Health facilities hold at least 3 different
methods, though their quantities are not
sufficient.”
In regards
to USAID’s own contributions, which include
training local Uzbek health officials, the
document lists a training-course:
“The two
week-training included theory and extensive
practise. Each participant passing the
course received a set of instruments for
minilaporotomy. During training
courses 39 clients were sterilized. 88
clients have been sterilized by trained
providers to date.”
Another
USAID-document from 1993 recommends some
actions to be taken in regards to Central
European nations, such as Uzbekistan (page
10):
“New
contraceptive technologies should be
offered, with training in their application
and in the counseling of clients on the
choices available to them. Policy
change will be required in some countries to
permit sterilization to be included among
available options for both women and men.

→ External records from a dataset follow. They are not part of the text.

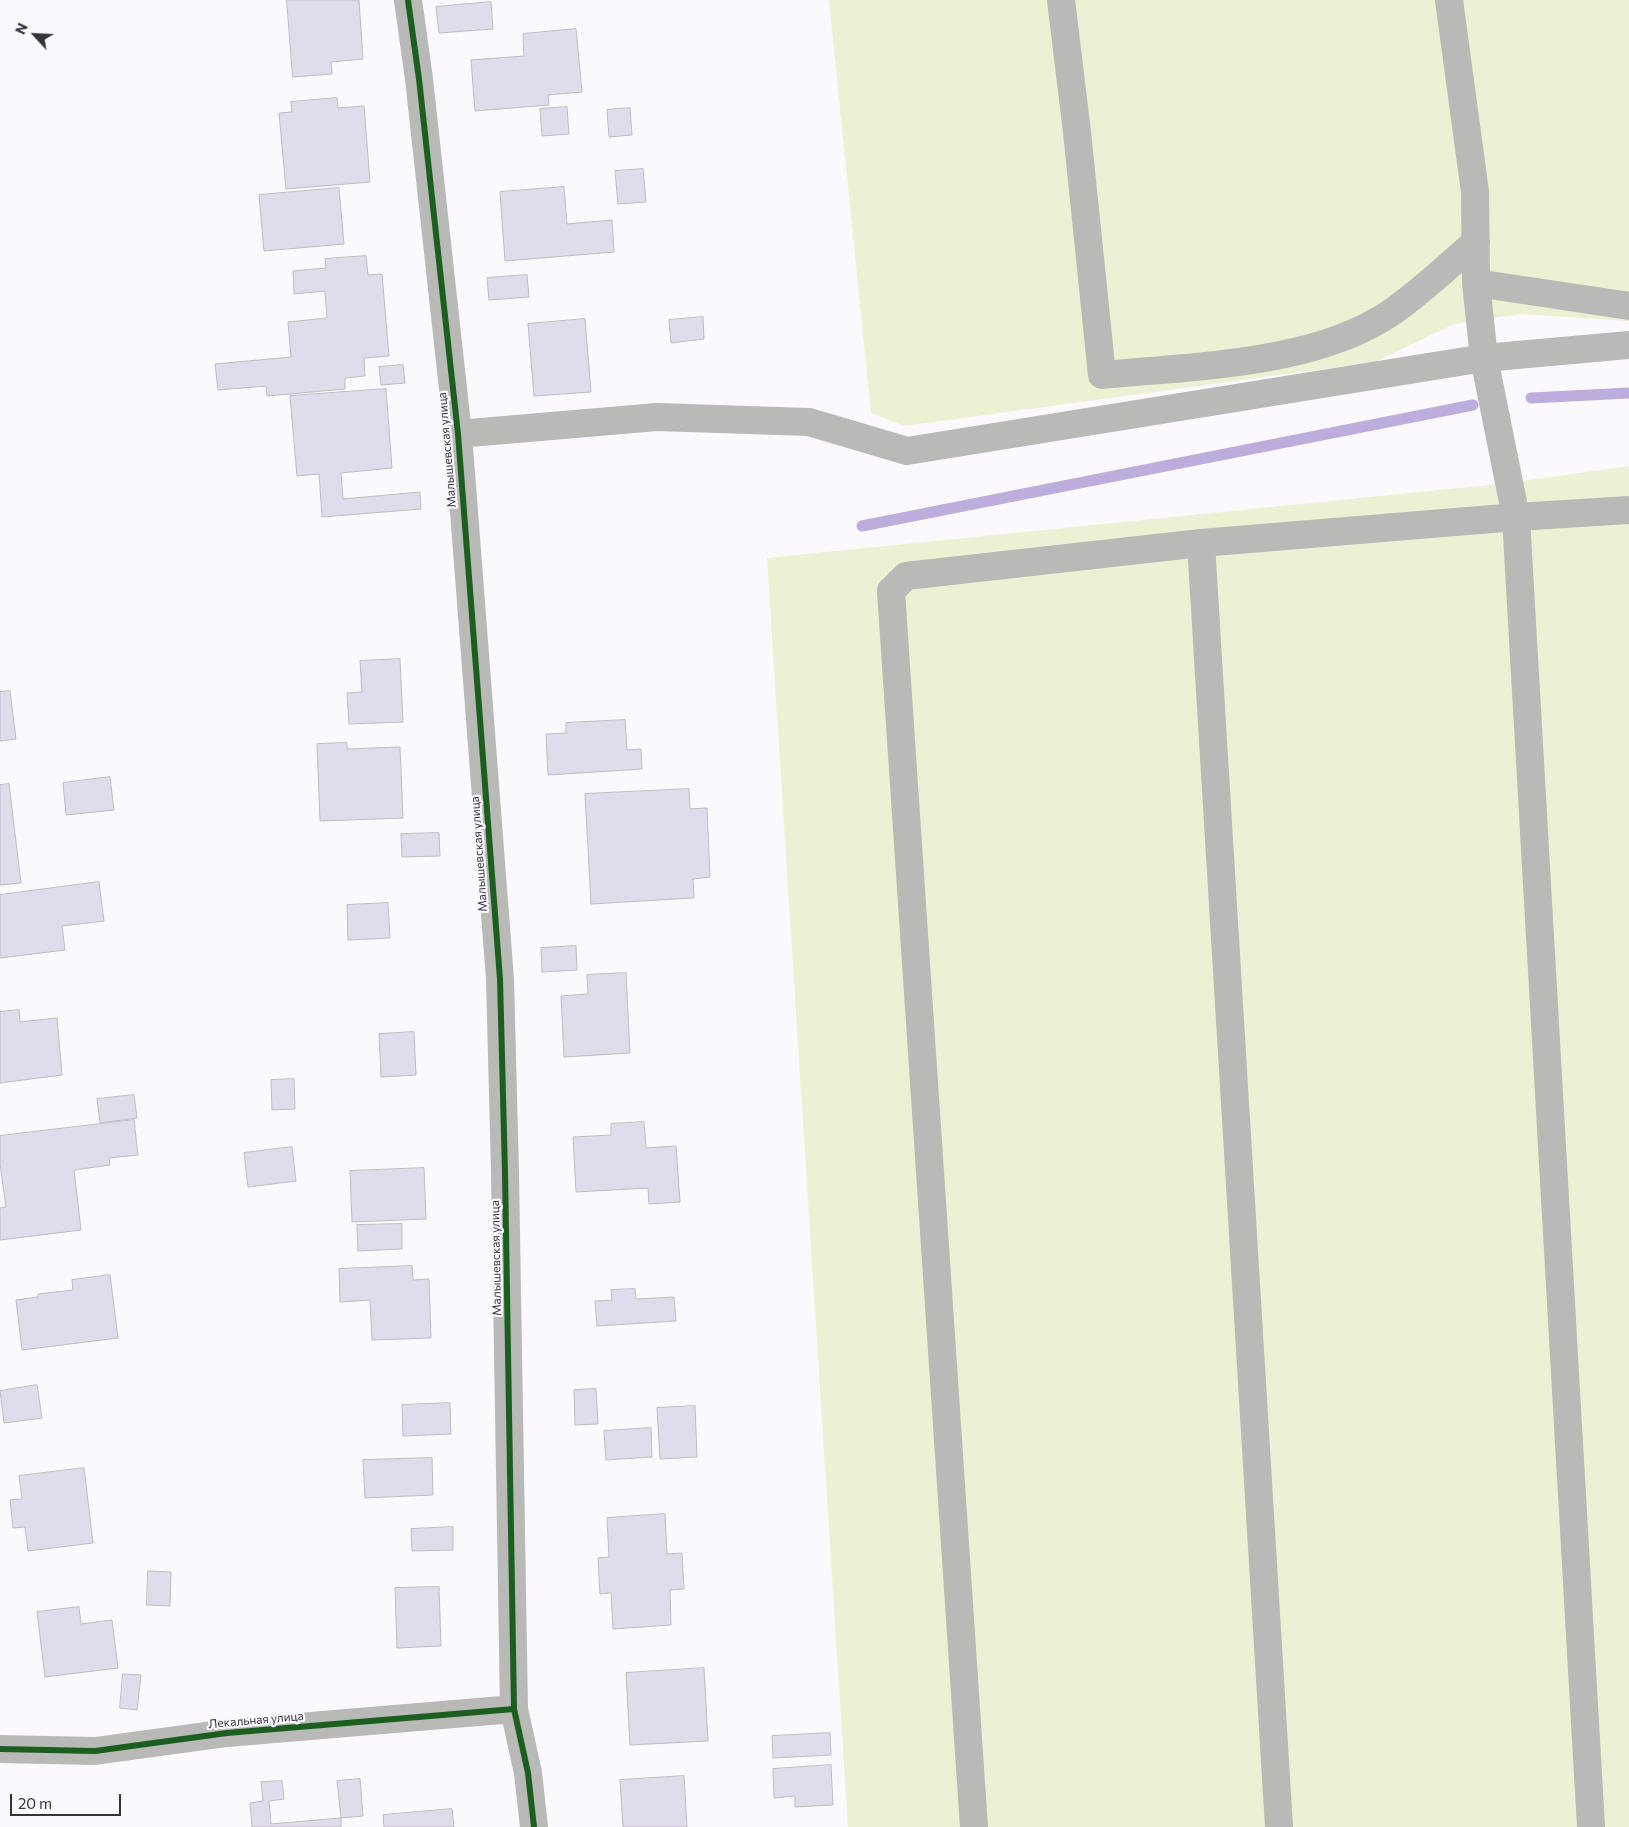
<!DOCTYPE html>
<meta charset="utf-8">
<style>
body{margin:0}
#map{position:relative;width:1629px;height:1827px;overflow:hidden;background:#fbf9fd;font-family:Commissioner,sans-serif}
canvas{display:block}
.north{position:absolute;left:10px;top:10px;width:50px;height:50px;-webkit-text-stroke:4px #faf8fe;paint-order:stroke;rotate:295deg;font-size:14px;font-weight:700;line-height:20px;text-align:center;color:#36333d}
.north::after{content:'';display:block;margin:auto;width:18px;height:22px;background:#36333d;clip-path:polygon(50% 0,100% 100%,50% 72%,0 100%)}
.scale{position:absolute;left:10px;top:1794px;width:111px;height:22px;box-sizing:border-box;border:2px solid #36333d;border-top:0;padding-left:6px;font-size:15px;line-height:18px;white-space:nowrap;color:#36333d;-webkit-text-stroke:4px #faf8fe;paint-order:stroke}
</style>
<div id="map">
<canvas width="1629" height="1827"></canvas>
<div class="north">N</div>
<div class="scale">20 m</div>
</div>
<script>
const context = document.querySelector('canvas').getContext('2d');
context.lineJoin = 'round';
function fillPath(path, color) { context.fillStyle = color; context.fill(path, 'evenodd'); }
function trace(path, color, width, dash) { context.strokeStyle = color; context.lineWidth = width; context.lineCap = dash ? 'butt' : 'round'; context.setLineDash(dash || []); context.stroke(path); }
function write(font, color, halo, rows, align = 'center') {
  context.font = font + ' Commissioner,sans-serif'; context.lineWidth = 4.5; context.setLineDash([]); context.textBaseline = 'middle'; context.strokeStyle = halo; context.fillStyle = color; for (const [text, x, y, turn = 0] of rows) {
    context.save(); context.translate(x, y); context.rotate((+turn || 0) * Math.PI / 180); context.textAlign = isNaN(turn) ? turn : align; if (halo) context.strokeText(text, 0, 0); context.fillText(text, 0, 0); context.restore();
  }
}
fillPath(new Path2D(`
 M829,0h800v321l-108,-7 -67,10 -79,38 -471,64 -33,-13z
 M1629,466v1361h-781l-81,-1269 742,-75z`), '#ecf1d3');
trace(new Path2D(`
 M1531,398l98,-5
 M862,526l611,-121`), '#bcaddd', 11);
const building = new Path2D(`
 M287,0h72l4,59 -32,3 1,12 -39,3z
 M491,2l2,27 -54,4 -3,-26z
 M576,29l6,63 -34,3 1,10 -74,6 -4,-51 53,-4 -1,-22z
 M337,98l1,10 26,-2 6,76 -84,7 -7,-76 13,-1 -1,-10z
 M567,107l2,27 -27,2 -2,-27z
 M630,108l2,27 -23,2 -2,-27z
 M643,169l3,33 -28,2 -3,-33z
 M564,187l3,37 45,-4 2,32 -109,9 -5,-69z
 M339,188l5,56 -80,7 -5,-56z
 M366,256l2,19 14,-1 7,82 -25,2 1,18 -20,2v11l-78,7 -1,-10 -48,4 -3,-26 76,-7 -3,-35 39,-4 -2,-27 -31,3 -1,-23 33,-3 -1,-9z
 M527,275l2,22 -40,3 -2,-22z
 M703,317l1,22 -33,4 -2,-23z
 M585,319l6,73 -57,4 -6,-72z
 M403,365l2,18 -24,2 -2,-18z
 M386,389l6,79 -51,5 2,26 77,-7 1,17 -99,8 -3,-43 -22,2 -7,-80z
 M400,659l3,63 -54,2 -2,-31 15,-1 -2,-31z
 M10,691l6,48 -16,2v-49z
 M625,720l2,30 14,-1 1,20 -94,6 -2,-41 20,-1v-10z
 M347,743v6l53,-2 3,71 -83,3 -3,-77z
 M110,777l4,33 -48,5 -3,-32z
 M9,784l12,99 -21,2v-100z
 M689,789l1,20 17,-1 3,69 -17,2 1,19 -103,6 -6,-110z
 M439,833l1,23 -38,1 -1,-23z
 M99,882l5,39 -42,5 3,24 -65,8v-63z
 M388,903l2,35 -42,2 -1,-35z
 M576,946l1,24 -35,2 -1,-24z
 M626,973l4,80 -66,4 -3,-61 27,-2 -1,-19z
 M19,1010l1,12 37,-4 5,57 -62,8v-71z
 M414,1032l2,43 -35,2 -2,-43z
 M294,1079l1,30 -23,1 -1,-30z
 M134,1095l3,23 -37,5 -3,-24z
 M134,1120l4,35 -29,3 1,7 -36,5 7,60 -81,10v-32l6,-1 -6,-43v-28z
 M644,1122l2,26 30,-2 4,56 -31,2 -1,-16 -72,4 -3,-55 38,-2v-11z
 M292,1147l4,34 -48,6 -4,-34z
 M424,1168l2,51 -74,3 -2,-51z
 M402,1224v25l-44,2 -1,-26z
 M412,1266l1,14 16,-1 2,59 -59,2 -2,-40 -30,2 -1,-33z
 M110,1275l8,63 -96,12 -6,-50 22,-3v-3l35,-4 -1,-10z
 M635,1289l1,10 38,-2 2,24 -79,5 -2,-25 17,-1 -1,-10z
 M37,1385l5,33 -38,5 -4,-32z
 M596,1389l2,35 -23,1 -1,-35z
 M450,1403l1,31 -48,2 -1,-31z
 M695,1406l2,51 -37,2 -3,-51z
 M651,1428l1,29 -46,3 -2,-29z
 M432,1458l1,37 -68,3 -2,-38z
 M84,1468l9,75 -65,8 -3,-24 -12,1 -3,-28 12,-1 -3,-23z
 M665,1514l2,40 15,-1 2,36 -14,1 1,35 -58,4 -2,-36 -11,1 -2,-36 11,-1 -2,-39z
 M453,1527v23l-41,1 -1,-22z
 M148,1571l23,1 -1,34 -23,-1z
 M439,1587l2,59 -44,2 -2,-60z
 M79,1607l2,17 31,-4 6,48 -73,9 -8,-65z
 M704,1668l4,73 -78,4 -4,-72z
 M123,1674l18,1 -4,35 -17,-2z
 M830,1733l1,22 -58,3 -1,-22z
 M831,1765l2,40 -38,2v-11l-21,2 -1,-29z
 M684,1776l3,51h-64l-3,-47z
 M360,1779l3,37 -22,2 -4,-37z
 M282,1781l2,18 -15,2 2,23 70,-6v9h-89l-2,-24 13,-2 -2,-19z
 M452,1809l2,18h-70l-1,-12z`);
fillPath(building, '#e1dceb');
trace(building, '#bebbc2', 1);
trace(new Path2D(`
 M408,0l11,79 39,355 42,545 5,194 9,536 14,64 6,54
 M1061,0l16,132 25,243c92,-9 213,-10 290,-63 30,-21 57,-47 84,-70
 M1449,0l26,192 1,91 8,75 32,159 75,1310
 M1476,283l153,23
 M458,434l199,-17 152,5 98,29 577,-93 145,-13
 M1201,543l78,1284
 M0,1749l95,2 132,-18 287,-24
 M974,1827l-83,-1236 15,-15 295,-33 315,-26 113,-7`), '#b9b9b7', 28);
trace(new Path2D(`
 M408,0l11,79 39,355 42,545 5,194 9,536 14,64 6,54
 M0,1749l95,2 132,-18 287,-24`), '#1b5e20', 6);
write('12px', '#36333d', '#faf8fe', [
 ["Малышевская улица",447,450,-95],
 ["Малышевская улица",479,854,-94],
 ["Малышевская улица",496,1258,-91],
 ["Лекальная улица",256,1720,-5]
]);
</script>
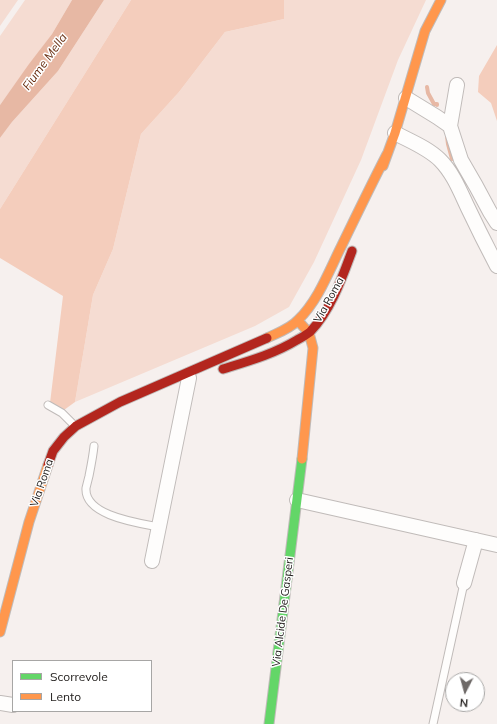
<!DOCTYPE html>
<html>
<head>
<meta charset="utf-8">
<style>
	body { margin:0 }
	#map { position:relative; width:497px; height:724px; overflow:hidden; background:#f6f0ee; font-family:Mulish,sans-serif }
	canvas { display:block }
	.legend { position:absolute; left:12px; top:660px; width:140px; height:52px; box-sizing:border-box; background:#fff; border:1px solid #a7a6a5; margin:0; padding:5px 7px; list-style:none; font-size:12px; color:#24211f }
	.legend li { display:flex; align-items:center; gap:8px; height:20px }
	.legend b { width:20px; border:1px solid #a7a6a5 }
	.north { position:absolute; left:445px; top:672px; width:40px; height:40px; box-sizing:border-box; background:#fff; border:1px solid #a7a6a5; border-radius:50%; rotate:186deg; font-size:11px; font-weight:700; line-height:16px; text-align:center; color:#24211f }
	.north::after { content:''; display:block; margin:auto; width:14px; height:18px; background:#6e6967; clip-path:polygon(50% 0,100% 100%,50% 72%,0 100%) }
</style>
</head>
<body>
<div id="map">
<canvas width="497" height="724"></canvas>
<ul class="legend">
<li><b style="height:5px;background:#63d668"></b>Scorrevole</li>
<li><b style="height:5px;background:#ff974d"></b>Lento</li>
</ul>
<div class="north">N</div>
</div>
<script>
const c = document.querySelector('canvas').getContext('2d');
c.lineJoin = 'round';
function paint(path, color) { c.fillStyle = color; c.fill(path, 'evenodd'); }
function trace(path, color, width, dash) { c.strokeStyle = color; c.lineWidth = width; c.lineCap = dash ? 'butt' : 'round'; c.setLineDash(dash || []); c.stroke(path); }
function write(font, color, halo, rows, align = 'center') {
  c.font = font + ' Mulish,sans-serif'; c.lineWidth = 3; c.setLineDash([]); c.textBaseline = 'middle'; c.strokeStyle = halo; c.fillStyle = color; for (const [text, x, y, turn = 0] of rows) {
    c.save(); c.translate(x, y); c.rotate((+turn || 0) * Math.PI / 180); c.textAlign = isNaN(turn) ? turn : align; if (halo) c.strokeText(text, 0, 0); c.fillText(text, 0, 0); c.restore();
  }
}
const green = new Path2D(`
	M0,0H18L0,26Z
	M25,0H72L52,34L0,105V36Z
	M104,0H131L0,209V138L12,122L58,71Z
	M284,0H426L398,60L361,160L314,262L289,307L255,326L75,402L93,295L113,249L141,134L179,92L225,32L284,19Z`);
const forest = new Path2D(`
	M131,0H284V19L225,32L179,92L141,134L113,249L93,295L75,402L64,410L50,403L63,296L0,258V209Z
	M497,45V121L491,103L478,92L479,76Z`);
const water = new Path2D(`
	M72,0H104L58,71L12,122L0,138V105L29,64L52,34Z`);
const stream = new Path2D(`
	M427,87L428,93L434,104H437V105
	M447,136L448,144L452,159`);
const lane = new Path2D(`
	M48,405L62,413L74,425
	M94,446C93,456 91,466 89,476C88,480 87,484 86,488C84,516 139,523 159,527
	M433,724L464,583`);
const street = new Path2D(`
	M457,85L450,126L461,160L476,186L490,212L497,223
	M406,98L437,117L450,126
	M395,133C410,141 428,148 440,160C453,173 460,191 468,208C477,227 487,247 497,266
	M297,500L497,545
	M152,561L189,378
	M464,583L476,540
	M0,703L13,705`);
const fast = new Path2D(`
	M269,724L302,459`);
const slow = new Path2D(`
	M383,166L395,133L425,31L441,0
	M301,324L309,333L313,348L302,459
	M267,338C277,333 290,329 298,320C318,301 329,271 341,247C356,216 371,185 387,154
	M0,632L29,522L48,465`);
const jam = new Path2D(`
	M223,369C249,361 274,354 297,340C301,338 306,335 310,332C331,310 342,278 352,251
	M48,465L53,451L64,437L76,426L120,402L267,338`);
const streetNames = [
	["Via Roma",329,300,-61],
	["Via Roma",42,483,-71],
	["Via Alcide De Gasperi",283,612,-83]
];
const waterNames = [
	["Fiume Mella",45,62,-54]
];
paint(green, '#f5dcd2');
paint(forest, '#f4cdbc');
paint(water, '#e7b8a4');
trace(stream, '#e7b8a4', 4);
trace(lane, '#c0bbb9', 9);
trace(street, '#c0bbb9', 16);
trace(fast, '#c0bbb9', 11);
trace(slow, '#c0bbb9', 11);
trace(jam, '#c0bbb9', 11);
trace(lane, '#fefdfc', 7);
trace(street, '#fefdfc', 14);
trace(fast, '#63d668', 9);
trace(slow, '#ff974d', 9);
trace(jam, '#b3261e', 9);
write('11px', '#24211f', '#fff', streetNames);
write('italic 12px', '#692e11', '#fff', waterNames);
</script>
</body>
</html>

To assure the commitment of health sector
leadership, study tours in the united States
would be useful, as would inclusion of the
heads of medical training institutions in
the redesign of medical and nursing
curricula to integrate family planning into health care.”
Remember
the reports from the Uzbek woman reporting
involuntary sterilization practises by Uzbek
doctors. It seems it is being done with your
dollars, and with additional donations from
the World Bank, German development bank, the
United Nations Population Fund- and let’s
not leave out another important contributor,
the World Health Organisation. The WHO
reports on their own website:
“Uzbekistan and WHO: A close relationship
exists between WHO and the Ministry of
Health (MOH).”
Listed
under “Opportunities”, the WHO mentions
that:
“Uzbekistan now receives substantial funding
for health programmes with contributions
from many key partners.”
As the
money continues to flow into Uzbekistan, the
eugenicists at the very top are going
all-out . It’s high time they are stopped on
their blood-stained path of destruction.